Prompt => If a line in the entries below includes "place", show that line.

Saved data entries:
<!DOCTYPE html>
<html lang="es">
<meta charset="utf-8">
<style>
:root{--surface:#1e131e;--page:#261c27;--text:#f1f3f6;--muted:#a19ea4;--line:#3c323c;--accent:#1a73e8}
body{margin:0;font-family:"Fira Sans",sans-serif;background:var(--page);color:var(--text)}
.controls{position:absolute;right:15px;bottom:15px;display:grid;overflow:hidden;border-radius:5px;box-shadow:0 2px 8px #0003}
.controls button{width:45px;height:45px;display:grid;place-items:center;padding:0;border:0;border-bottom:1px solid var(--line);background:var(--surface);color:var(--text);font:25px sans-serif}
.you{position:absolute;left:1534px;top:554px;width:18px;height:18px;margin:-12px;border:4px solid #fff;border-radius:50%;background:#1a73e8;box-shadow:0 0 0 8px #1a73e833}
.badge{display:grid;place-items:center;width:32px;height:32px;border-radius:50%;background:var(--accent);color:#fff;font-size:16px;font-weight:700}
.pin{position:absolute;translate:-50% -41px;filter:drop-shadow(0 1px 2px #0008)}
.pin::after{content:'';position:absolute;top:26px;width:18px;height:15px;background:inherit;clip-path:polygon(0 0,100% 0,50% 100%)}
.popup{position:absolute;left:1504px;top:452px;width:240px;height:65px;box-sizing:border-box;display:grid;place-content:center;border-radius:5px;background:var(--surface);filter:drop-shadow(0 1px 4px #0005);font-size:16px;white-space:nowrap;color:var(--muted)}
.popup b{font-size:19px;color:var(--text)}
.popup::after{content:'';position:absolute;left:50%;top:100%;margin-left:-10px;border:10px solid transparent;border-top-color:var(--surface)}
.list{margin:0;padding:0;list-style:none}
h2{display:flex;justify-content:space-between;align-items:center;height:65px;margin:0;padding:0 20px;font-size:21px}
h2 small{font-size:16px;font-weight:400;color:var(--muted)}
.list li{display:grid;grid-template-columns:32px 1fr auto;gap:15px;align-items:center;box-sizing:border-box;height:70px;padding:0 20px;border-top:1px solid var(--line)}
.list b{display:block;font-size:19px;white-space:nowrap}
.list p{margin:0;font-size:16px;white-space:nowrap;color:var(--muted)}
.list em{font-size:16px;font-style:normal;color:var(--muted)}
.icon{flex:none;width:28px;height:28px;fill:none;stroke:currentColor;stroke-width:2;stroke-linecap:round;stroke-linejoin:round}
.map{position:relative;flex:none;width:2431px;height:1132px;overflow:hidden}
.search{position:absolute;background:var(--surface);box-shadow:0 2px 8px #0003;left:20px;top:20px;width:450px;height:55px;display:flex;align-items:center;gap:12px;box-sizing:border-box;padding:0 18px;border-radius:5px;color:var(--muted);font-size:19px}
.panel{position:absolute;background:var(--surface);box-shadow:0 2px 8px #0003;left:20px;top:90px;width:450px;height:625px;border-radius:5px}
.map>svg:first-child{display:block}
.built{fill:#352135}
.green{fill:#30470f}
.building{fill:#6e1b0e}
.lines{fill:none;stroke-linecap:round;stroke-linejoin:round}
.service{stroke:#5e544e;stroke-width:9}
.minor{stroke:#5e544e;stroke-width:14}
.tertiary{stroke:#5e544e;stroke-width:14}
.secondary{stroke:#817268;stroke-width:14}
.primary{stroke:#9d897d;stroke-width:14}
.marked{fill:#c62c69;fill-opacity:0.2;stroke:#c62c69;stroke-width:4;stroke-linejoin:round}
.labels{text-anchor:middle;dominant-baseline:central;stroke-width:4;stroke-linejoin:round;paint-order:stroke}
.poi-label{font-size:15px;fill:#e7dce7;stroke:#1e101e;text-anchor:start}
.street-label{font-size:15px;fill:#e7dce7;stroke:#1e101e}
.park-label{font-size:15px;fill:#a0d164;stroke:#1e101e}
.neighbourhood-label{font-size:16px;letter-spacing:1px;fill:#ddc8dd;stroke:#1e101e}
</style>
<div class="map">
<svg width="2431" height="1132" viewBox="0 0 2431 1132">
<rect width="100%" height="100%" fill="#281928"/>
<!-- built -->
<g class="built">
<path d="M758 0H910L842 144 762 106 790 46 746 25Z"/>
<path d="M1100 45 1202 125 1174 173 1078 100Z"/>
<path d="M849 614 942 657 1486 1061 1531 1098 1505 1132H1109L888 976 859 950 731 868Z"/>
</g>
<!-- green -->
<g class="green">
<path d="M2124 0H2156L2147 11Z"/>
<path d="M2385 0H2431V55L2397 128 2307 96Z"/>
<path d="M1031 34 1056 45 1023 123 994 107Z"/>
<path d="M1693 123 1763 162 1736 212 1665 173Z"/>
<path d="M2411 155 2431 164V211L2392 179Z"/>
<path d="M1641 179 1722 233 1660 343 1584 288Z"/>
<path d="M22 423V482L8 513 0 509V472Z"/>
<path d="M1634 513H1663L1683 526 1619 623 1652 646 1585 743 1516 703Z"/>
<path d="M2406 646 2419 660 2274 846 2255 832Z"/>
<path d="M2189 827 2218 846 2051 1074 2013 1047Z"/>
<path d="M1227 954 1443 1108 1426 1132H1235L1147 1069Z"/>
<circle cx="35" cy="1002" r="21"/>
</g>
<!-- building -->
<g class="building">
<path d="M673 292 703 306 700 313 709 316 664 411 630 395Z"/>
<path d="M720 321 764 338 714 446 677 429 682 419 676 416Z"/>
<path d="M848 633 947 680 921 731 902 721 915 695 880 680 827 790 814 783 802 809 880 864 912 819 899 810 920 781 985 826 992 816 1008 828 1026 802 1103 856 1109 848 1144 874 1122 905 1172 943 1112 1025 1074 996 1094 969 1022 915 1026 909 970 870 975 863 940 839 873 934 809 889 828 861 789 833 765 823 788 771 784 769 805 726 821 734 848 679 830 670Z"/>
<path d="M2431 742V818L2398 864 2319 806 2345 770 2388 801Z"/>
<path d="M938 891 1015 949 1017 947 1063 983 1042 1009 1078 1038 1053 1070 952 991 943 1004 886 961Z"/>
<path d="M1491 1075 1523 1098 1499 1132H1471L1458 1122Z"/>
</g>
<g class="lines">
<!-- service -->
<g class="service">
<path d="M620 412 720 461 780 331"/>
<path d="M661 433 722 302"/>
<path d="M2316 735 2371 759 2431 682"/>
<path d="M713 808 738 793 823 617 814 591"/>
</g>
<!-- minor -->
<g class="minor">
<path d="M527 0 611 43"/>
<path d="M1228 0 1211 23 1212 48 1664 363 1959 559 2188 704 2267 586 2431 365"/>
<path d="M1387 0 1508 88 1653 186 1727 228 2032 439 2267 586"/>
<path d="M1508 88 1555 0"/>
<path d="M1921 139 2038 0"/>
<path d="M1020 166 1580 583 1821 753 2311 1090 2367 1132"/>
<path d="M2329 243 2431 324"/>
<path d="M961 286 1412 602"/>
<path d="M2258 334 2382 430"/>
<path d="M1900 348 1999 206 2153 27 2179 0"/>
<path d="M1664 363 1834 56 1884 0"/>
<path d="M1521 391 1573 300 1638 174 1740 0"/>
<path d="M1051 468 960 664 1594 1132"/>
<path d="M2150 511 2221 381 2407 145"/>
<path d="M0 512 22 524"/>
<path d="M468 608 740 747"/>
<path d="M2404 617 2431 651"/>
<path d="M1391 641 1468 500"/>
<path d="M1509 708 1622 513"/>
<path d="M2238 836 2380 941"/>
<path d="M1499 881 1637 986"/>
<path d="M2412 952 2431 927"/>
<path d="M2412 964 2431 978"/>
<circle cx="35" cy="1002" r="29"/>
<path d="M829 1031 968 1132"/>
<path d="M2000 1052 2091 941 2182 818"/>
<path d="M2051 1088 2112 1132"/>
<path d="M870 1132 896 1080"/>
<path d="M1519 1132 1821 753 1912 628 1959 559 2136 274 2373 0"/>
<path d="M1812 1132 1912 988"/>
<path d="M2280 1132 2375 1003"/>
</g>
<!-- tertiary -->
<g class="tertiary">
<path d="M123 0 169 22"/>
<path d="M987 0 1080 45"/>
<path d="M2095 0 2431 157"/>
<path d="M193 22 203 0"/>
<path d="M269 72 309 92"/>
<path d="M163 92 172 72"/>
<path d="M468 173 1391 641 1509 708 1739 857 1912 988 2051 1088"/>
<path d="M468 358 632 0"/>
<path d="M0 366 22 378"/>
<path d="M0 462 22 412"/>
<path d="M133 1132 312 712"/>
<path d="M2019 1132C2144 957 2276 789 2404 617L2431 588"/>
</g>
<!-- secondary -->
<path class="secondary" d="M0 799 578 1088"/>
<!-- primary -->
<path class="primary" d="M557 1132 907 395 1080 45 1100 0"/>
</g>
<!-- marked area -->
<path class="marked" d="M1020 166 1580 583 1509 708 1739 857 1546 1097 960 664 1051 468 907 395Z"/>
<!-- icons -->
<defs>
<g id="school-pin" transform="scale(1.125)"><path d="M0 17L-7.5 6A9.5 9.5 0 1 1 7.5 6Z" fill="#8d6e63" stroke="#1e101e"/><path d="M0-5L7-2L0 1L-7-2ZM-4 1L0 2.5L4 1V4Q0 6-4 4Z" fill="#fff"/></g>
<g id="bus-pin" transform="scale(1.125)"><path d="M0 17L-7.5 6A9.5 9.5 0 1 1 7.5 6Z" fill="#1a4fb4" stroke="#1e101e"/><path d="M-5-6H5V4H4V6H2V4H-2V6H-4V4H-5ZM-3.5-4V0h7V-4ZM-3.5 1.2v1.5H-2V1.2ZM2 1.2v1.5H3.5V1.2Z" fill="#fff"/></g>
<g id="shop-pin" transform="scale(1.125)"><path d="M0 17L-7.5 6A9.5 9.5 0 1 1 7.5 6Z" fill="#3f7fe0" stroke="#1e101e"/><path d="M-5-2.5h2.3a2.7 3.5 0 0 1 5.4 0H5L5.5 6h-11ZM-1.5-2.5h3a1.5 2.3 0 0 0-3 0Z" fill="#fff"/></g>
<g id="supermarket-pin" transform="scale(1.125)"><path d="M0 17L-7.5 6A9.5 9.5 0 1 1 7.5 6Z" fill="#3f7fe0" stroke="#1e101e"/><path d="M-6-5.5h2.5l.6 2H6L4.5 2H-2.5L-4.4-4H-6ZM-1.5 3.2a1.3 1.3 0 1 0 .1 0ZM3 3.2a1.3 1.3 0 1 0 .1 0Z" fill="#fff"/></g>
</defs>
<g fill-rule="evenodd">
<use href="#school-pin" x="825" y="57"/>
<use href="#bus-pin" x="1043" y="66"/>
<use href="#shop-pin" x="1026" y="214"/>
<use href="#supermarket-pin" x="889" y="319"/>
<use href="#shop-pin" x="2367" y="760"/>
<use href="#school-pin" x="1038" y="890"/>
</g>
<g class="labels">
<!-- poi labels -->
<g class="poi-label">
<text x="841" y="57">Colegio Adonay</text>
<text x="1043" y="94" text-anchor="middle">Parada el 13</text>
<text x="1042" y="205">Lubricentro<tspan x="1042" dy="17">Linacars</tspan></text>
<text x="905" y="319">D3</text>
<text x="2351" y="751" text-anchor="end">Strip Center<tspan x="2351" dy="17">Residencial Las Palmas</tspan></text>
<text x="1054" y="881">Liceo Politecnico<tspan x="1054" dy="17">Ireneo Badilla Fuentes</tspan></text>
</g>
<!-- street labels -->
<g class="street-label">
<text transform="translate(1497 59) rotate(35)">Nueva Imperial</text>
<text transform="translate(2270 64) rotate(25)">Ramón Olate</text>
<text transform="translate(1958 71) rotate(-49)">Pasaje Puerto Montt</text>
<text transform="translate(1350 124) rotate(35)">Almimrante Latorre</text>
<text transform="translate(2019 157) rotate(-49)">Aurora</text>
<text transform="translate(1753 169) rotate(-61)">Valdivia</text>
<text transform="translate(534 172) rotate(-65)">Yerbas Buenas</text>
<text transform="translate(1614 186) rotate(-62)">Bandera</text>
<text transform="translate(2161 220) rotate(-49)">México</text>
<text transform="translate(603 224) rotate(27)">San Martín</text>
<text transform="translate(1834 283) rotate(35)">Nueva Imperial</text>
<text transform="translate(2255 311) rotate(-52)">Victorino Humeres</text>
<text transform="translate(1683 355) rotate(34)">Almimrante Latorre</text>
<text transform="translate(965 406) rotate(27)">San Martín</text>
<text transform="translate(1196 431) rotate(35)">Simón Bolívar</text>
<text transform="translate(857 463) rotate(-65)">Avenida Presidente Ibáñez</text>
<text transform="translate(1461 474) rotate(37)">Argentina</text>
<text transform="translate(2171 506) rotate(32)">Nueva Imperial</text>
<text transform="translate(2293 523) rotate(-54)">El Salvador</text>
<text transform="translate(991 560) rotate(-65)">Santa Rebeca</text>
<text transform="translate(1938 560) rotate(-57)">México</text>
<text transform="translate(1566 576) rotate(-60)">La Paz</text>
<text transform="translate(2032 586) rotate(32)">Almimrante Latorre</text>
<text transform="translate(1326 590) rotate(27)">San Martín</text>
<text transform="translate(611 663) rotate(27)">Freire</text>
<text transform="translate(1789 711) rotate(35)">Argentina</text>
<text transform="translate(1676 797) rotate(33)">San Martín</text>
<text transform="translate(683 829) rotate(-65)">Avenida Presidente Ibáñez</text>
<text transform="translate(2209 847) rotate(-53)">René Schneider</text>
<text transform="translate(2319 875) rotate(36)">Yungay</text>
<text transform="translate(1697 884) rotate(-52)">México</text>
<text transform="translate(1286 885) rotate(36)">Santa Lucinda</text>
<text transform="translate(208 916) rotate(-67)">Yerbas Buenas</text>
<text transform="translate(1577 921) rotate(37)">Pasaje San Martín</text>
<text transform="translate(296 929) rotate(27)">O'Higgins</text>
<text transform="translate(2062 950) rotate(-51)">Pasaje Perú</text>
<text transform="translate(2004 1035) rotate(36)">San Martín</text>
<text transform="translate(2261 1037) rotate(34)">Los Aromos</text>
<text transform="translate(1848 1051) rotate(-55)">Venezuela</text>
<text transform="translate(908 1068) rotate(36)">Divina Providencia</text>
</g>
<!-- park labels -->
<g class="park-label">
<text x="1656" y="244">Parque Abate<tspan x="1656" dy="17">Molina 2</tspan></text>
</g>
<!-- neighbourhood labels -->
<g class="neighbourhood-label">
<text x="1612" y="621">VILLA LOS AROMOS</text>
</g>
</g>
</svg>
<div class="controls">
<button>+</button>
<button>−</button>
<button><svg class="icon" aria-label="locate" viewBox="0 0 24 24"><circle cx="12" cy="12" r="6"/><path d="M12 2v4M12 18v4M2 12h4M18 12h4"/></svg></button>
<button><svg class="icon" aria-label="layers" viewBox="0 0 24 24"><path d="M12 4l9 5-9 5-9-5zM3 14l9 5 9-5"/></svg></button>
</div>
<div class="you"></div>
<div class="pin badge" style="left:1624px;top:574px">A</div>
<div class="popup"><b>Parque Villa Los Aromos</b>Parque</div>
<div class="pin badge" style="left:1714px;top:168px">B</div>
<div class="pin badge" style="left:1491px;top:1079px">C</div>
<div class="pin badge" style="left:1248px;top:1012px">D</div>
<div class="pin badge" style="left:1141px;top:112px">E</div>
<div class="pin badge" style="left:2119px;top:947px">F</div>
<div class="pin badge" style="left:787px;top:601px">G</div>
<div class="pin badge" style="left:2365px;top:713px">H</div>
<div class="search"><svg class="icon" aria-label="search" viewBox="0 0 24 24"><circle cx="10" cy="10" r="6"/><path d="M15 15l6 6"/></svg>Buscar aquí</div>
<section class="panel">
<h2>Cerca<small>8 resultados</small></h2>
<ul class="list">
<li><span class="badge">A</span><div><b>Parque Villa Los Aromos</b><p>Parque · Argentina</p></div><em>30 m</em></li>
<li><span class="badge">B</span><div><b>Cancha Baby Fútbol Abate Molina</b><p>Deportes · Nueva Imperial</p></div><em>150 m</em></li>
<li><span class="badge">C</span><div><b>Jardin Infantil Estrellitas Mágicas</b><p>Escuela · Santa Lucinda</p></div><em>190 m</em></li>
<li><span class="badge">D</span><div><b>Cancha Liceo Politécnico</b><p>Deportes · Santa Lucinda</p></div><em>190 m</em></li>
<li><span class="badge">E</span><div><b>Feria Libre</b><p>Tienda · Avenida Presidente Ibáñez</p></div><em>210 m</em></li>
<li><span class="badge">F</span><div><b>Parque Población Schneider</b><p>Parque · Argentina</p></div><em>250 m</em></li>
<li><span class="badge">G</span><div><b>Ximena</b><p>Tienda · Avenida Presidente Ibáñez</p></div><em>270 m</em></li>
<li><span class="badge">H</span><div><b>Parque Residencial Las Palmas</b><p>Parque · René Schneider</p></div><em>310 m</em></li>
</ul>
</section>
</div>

Response area =>
.controls button{width:45px;height:45px;display:grid;place-items:center;padding:0;border:0;border-bottom:1px solid var(--line);background:var(--surface);color:var(--text);font:25px sans-serif}
.badge{display:grid;place-items:center;width:32px;height:32px;border-radius:50%;background:var(--accent);color:#fff;font-size:16px;font-weight:700}
.popup{position:absolute;left:1504px;top:452px;width:240px;height:65px;box-sizing:border-box;display:grid;place-content:center;border-radius:5px;background:var(--surface);filter:drop-shadow(0 1px 4px #0005);font-size:16px;white-space:nowrap;color:var(--muted)}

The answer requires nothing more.